Он сбежал с лестницы и пустился в путь в сопровождении родных и приглашенных.
Мужчины засучили брюки, чтобы не обить их края о снег, женщины высоко подбирали юбки, показывая худые щиколотки, серые шерстяные чулки и костлявые ноги, прямые, как палки. Они шли, покачиваясь, гуськом, молча и медленно из осторожности, чтобы не сбиться с дороги, занесенной ровною, однообразною, сплошною пеленой снега.
Когда они подходили к фермам, к ним присоединялось по два, по три человека, которые их поджидали, и процессия беспрестанно растягивалась, извивалась, следуя по невидимым поворотам дороги, и напоминала живые четки, черные бусы, колыхавшиеся по белой равнине.
Перед домом невесты жениха ждала целая группа людей, переминавшихся с ноги на ногу. Когда он появился, его приветствовали криками. Скоро и Селеста вышла из своей комнаты, в голубом платье, с красной шалью на плечах, с флердоранжем в волосах.
Все спрашивали Сезэра:
– А где же отец?
Он отвечал сконфуженно:
– У него такие боли приключились, что встать не может.
И фермеры недоверчиво и лукаво покачивали головами.
Процессия направилась к мэрии. Позади будущих супругов одна из крестьянок несла на руках ребенка Виктора, как будто предстояли крестины. Остальные крестьяне, взявшись под руки, шагали по снегу теперь уже попарно, качаясь, как шлюпки на волнах.
После того как мэр соединил молодых в маленьком доме муниципалитета, кюре, в свою очередь, обвенчал их в божьем доме. Он благословил их союз, обещая им плодородие, а потом произнес проповедь о супружеских добродетелях, о простых здоровых добродетелях сельской жизни, о трудолюбии, о супружеском согласии, о верности; тем временем ребенок, продрогнув, пищал за спиной у невесты.
Когда молодые показались на церковном пороге, из кладбищенского рва грянули выстрелы. Сначала видны были только концы ружейных стволов, из которых быстро вылетали клубы дыма, потом показалась голова, смотревшая на процессию. Это Виктор Лекок приветствовал свадьбу своей подруги, праздновал ее счастье и в громе выстрелов приносил ей свои поздравления. Для этих торжественных залпов он привел своих приятелей, человек пять-шесть батраков с ферм. Все нашли, что это очень мило с его стороны.

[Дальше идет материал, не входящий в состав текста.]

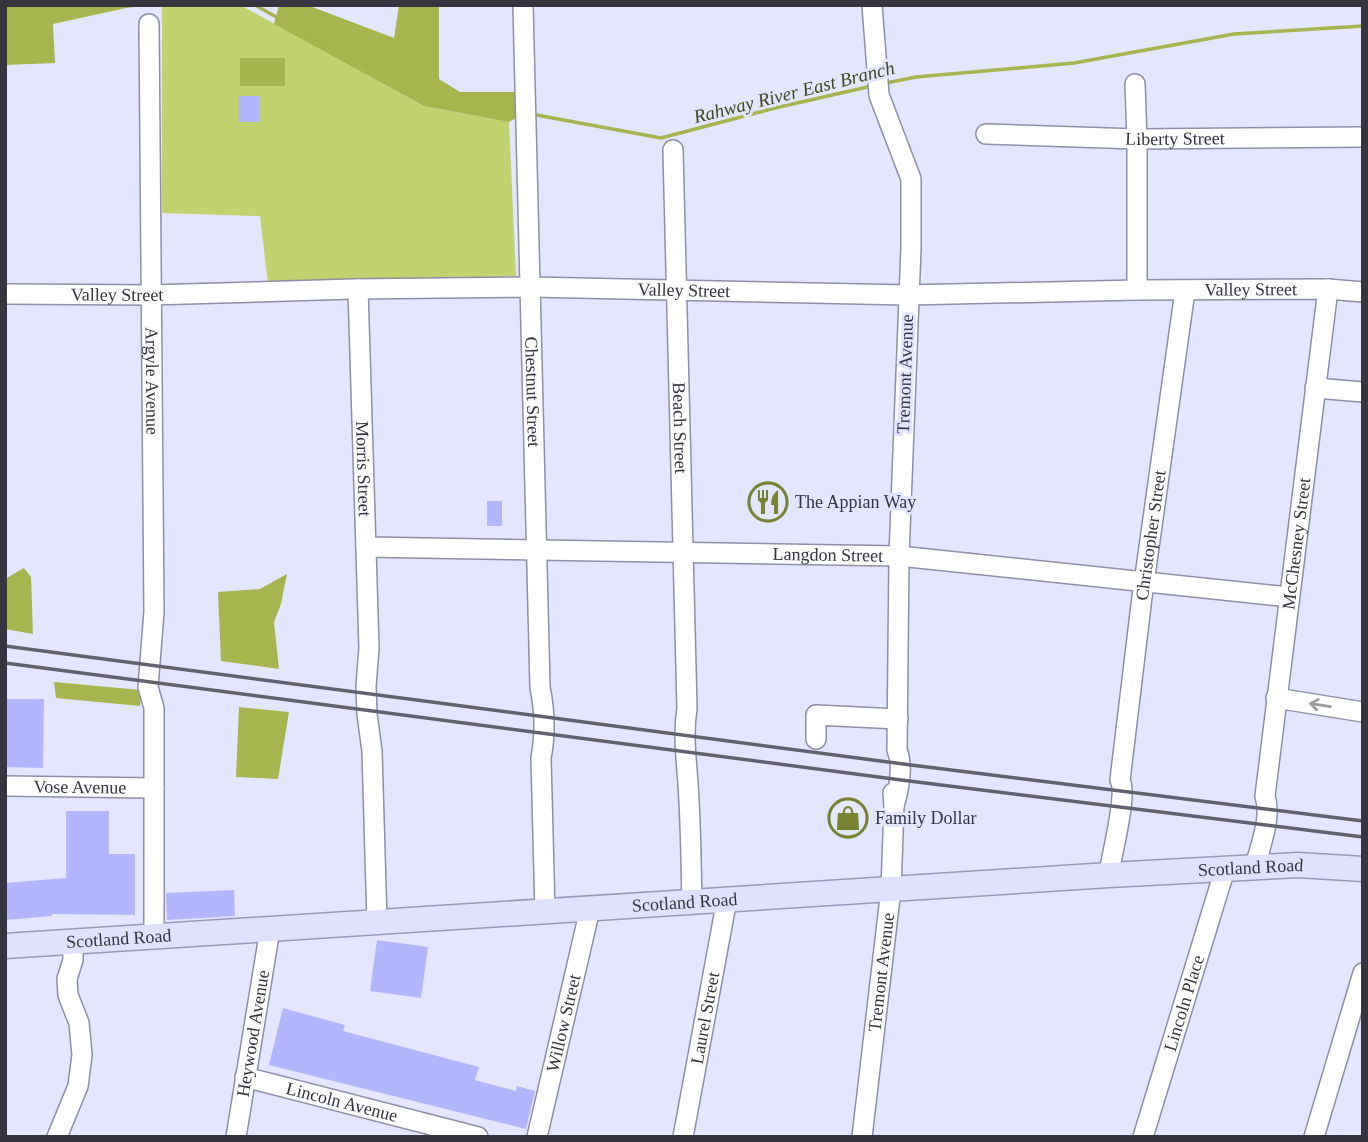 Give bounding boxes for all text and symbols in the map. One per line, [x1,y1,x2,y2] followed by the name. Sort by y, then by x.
[690,57,897,127] water label: Rahway River East Branch
[1125,128,1225,149] street label: Liberty Street
[637,279,730,301] street label: Valley Street
[1204,279,1297,300] street label: Valley Street
[71,284,164,305] street label: Valley Street
[893,314,917,434] street label: Tremont Avenue
[142,327,162,435] street label: Argyle Avenue
[521,336,544,447] street label: Chestnut Street
[669,382,691,474] street label: Beach Street
[352,421,375,517] street label: Morris Street
[1132,469,1170,602] street label: Christopher Street
[1278,477,1314,611] street label: McChesney Street
[747,481,789,523] restaurant icon: The Appian Way
[795,492,916,512] place label: The Appian Way
[772,544,883,566] street label: Langdon Street
[1309,698,1331,711] one-way arrow
[33,776,127,798] street label: Vose Avenue
[827,797,869,839] shop icon: Family Dollar
[875,808,977,828] place label: Family Dollar
[1197,855,1304,880] street label: Scotland Road
[631,889,738,916] street label: Scotland Road
[864,912,898,1033] street label: Tremont Avenue
[65,925,172,952] street label: Scotland Road
[1160,953,1208,1054] street label: Lincoln Place
[233,969,273,1098] street label: Heywood Avenue
[687,970,723,1066] street label: Laurel Street
[542,972,585,1074] street label: Willow Street
[284,1078,400,1126] street label: Lincoln Avenue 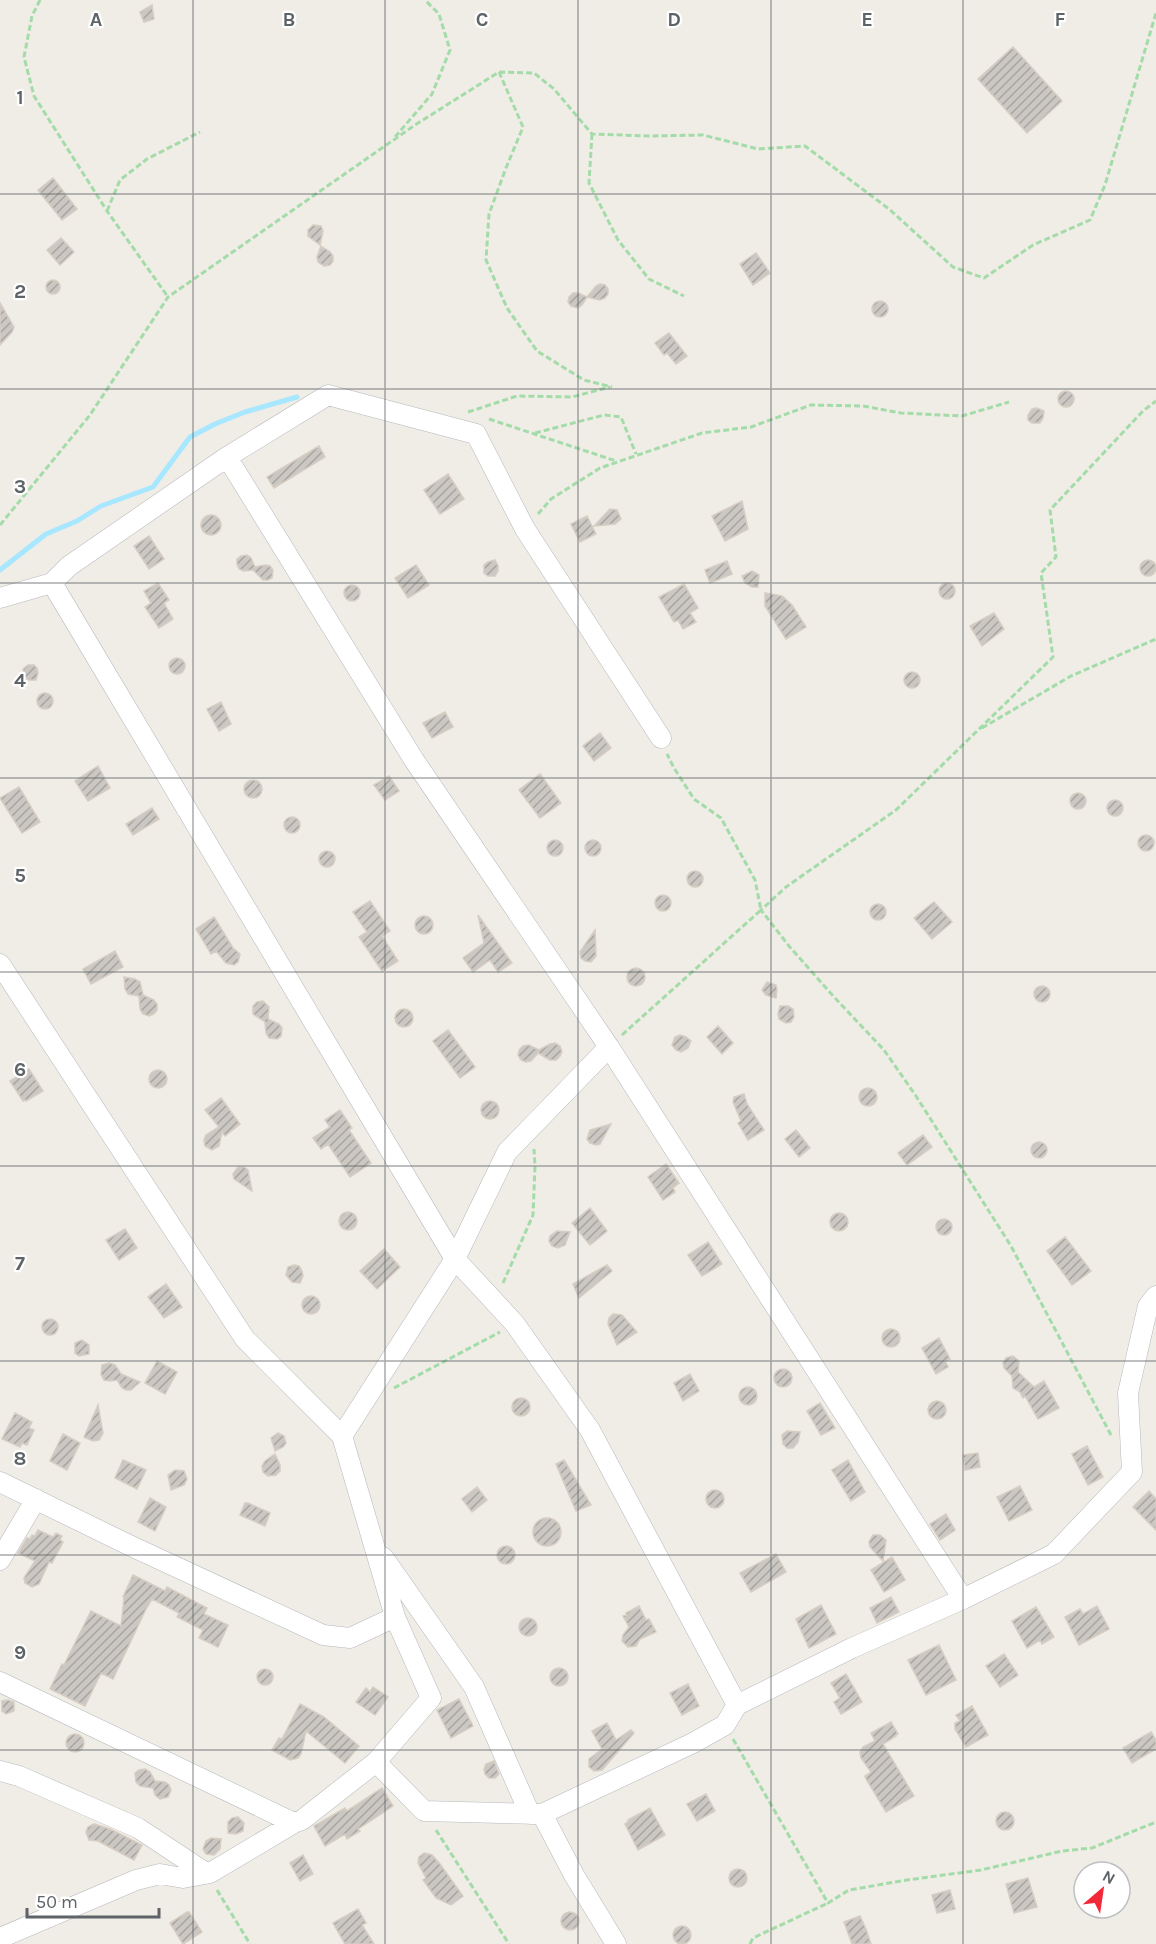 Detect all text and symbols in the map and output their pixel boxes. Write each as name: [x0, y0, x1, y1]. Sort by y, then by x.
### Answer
text: A: [90, 8, 103, 31]
text: B: [283, 8, 295, 31]
text: C: [476, 8, 488, 31]
text: D: [667, 8, 681, 31]
text: E: [861, 8, 873, 31]
text: F: [1055, 8, 1066, 31]
text: 1: [16, 86, 24, 109]
text: 2: [14, 280, 26, 303]
text: 3: [14, 475, 26, 498]
text: 4: [14, 669, 26, 692]
text: 5: [14, 864, 26, 887]
text: 6: [14, 1058, 26, 1081]
text: 7: [15, 1252, 25, 1275]
text: 8: [14, 1447, 26, 1470]
text: 9: [14, 1641, 26, 1664]
north arrow: [1072, 1860, 1132, 1920]
text: N: [1099, 1866, 1119, 1888]
scale bar: [27, 1881, 159, 1919]
text: 50 m: [36, 1891, 78, 1913]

Обед состоялся в трактире Полита Кашпрюна. Стол на двадцать персон был накрыт в большом зале, где обедали в базарные дни; огромная баранья нога на вертеле, птица, жарящаяся в собственном соку, колбаса, шипящая на ярком, веселом огне, наполняли дом густым запахом, чадом залитых жиром углей, крепким, тяжким духом деревенской пищи.
В полдень сели за стол, и тарелки тотчас же наполнились супом. Лица уже оживились, рты готовы были открыться и выкрикивать шутки, глаза смеялись, лукаво прищуриваясь. Все собрались повеселиться, черт возьми!
Дверь распахнулась, и появился отец Амабль. Вид у него был недобрый, выражение лица свирепое, он тащился, опираясь на две палки и охая на каждом шагу, чтобы видно было, как он страдает.
При его появлении все умолкли; но вдруг его сосед, дядя Маливуар, известный шутник, видевший каждого насквозь, завопил, сложив руки рупором, как это делал Сезэр:
– Эге, старый хитрец! Ну и носище у тебя, если ты из дома учуял, чем у Полита пахнет!
Могучий хохот вырвался из всех глоток. Маливуар, поощренный успехом, продолжал:
– Нет лучше средства от ломоты, чем колбасная припарка! Если еще стаканчик водки в придачу, вот нутро-то и согреется!
Мужчины орали, колотили кулаками по столу, хохотали, то наклоняясь в сторону всем телом, то выпрямляясь, точно качали воду. Женщины кудахтали, как куры, служанки корчились со смеху, стоя у стены. Один отец Амабль не смеялся и, ничего не отвечая, ждал, чтобы ему очистили место.
Его посадили посредине, напротив снохи; и не успел он сесть за стол, как тотчас же принялся за еду. Раз сын платит, надо урвать свою долю. С каждой ложкой супа, попавшей в его желудок, с каждым куском хлеба или мяса, растертым его беззубыми деснами, с каждым стаканом сидра или вина, влитым в горло, он, казалось, отвоевывал частицу своего добра, возвращал часть денег, проедаемых этими обжорами, спасал крохи своего имущества. Он ел молча, с алчностью скупца, припрятывающего каждое су, с тем угрюмым рвением, какое раньше прилагал к своим неустанным трудам.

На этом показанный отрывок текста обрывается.